- _Instructions to follow_
Each line that has the string "lists" must be copied from the records below.

########################################

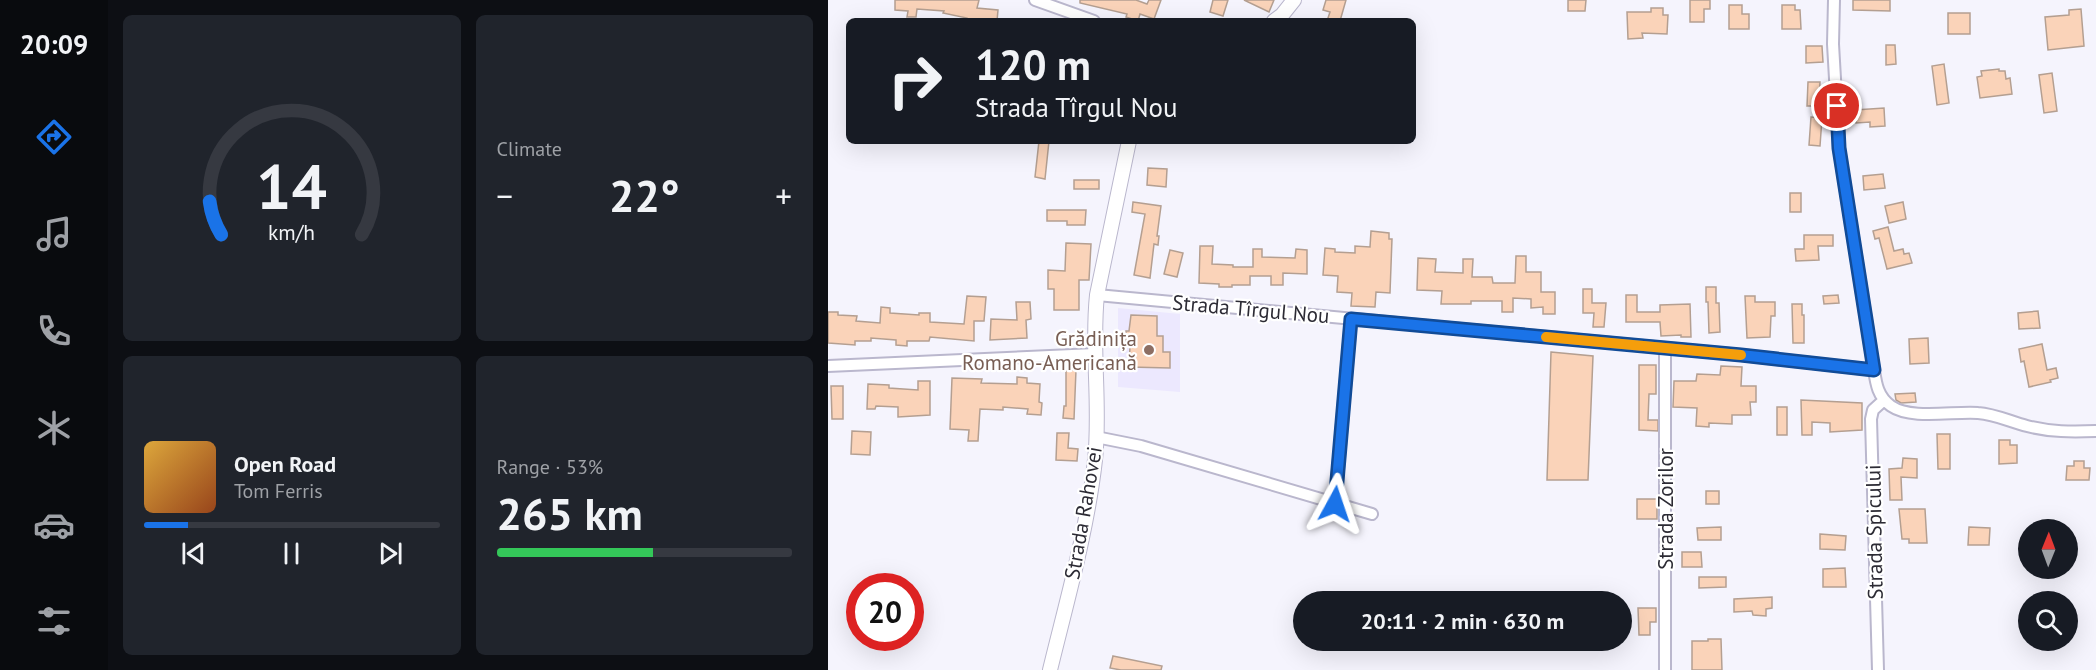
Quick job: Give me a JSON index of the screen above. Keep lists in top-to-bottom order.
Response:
{
  "streets": {
    "main road": ["Strada Rahovei"],
    "street": ["Strada Tîrgul Nou", "Strada Zorilor", "Strada Spicului"]
  },
  "crossings": [
    ["Strada Tîrgul Nou", "Strada Zorilor"],
    ["Strada Tîrgul Nou", "Strada Rahovei"]
  ],
  "places": ["Grădinița Romano-Americană"],
  "north": "top",
  "page": {
    "tabs": "20:09",
    "tile": [
      "Climate",
      ["Range · 53%", "265 km"]
    ],
    "turn": ["120 m", "Strada Tîrgul Nou"],
    "heat": ["−", "22°", "+"],
    "song": ["Open Road", "Tom Ferris"],
    "limit": "20",
    "trip": "20:11 · 2 min · 630 m",
    "gauge": ["14", "km/h"]
  }
}
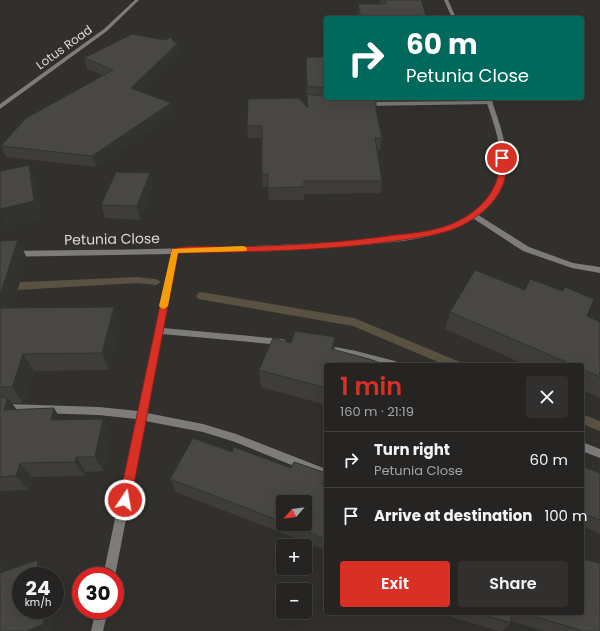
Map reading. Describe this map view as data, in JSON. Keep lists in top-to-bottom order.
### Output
{
  "streets": {
    "street": ["Lotus Road", "Petunia Close"]
  },
  "north": "bottom left",
  "page": {
    "turn": ["60 m", "Petunia Close"],
    "heading": ["1 min", "160 m · 21:19"],
    "list": [
      {
        "name": "Turn right",
        "note": "Petunia Close",
        "value": "60 m"
      },
      {
        "name": "Arrive at destination",
        "value": "100 m"
      }
    ],
    "map_buttons": ["+", "−"],
    "buttons": ["Exit", "Share"],
    "speed": "24 km/h",
    "limit": "30"
  }
}
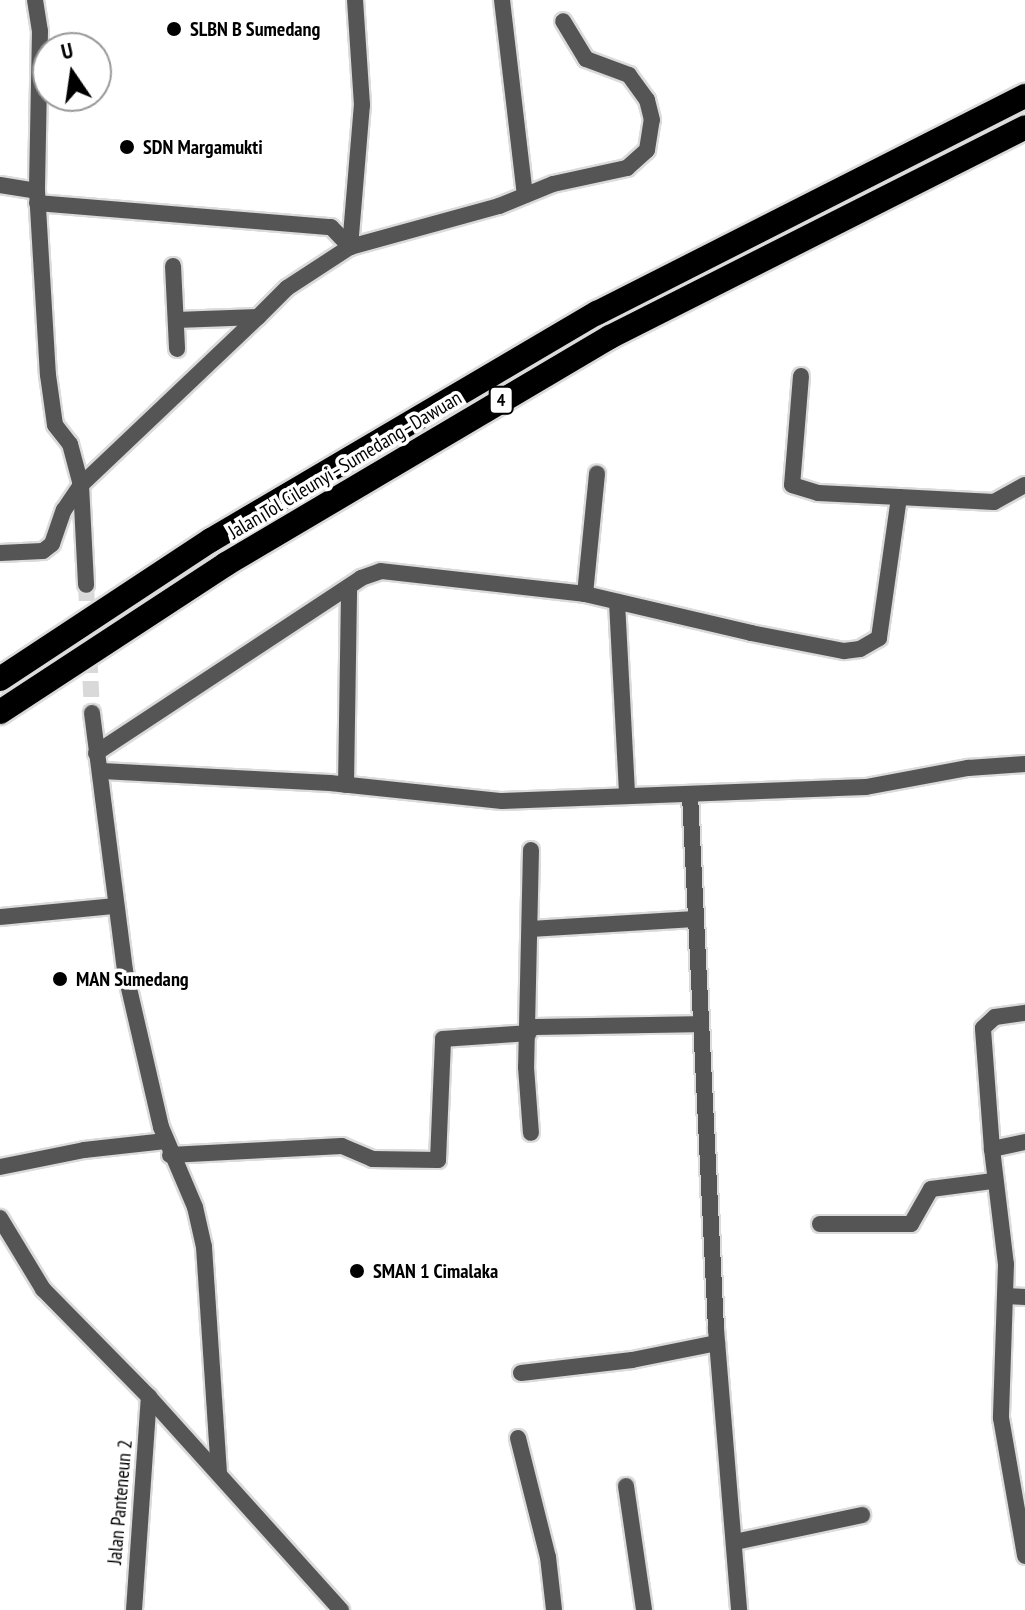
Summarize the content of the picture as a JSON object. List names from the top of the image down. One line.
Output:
{"streets":{"highway":["4","Jalan Tol Cileunyi–Sumedang–Dawuan"],"street":["Jalan Panteneun 2"]},"places":["SLBN B Sumedang","SDN Margamukti","MAN Sumedang","SMAN 1 Cimalaka"],"north":"top"}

########################################

- _Solution to the exercise_
Quick job: Give me a JSON index of the screen above. Keep lists in top-to-bottom order.
Map reading. Describe this map view as data, in JSON. Keep lists in top-to-bottom order.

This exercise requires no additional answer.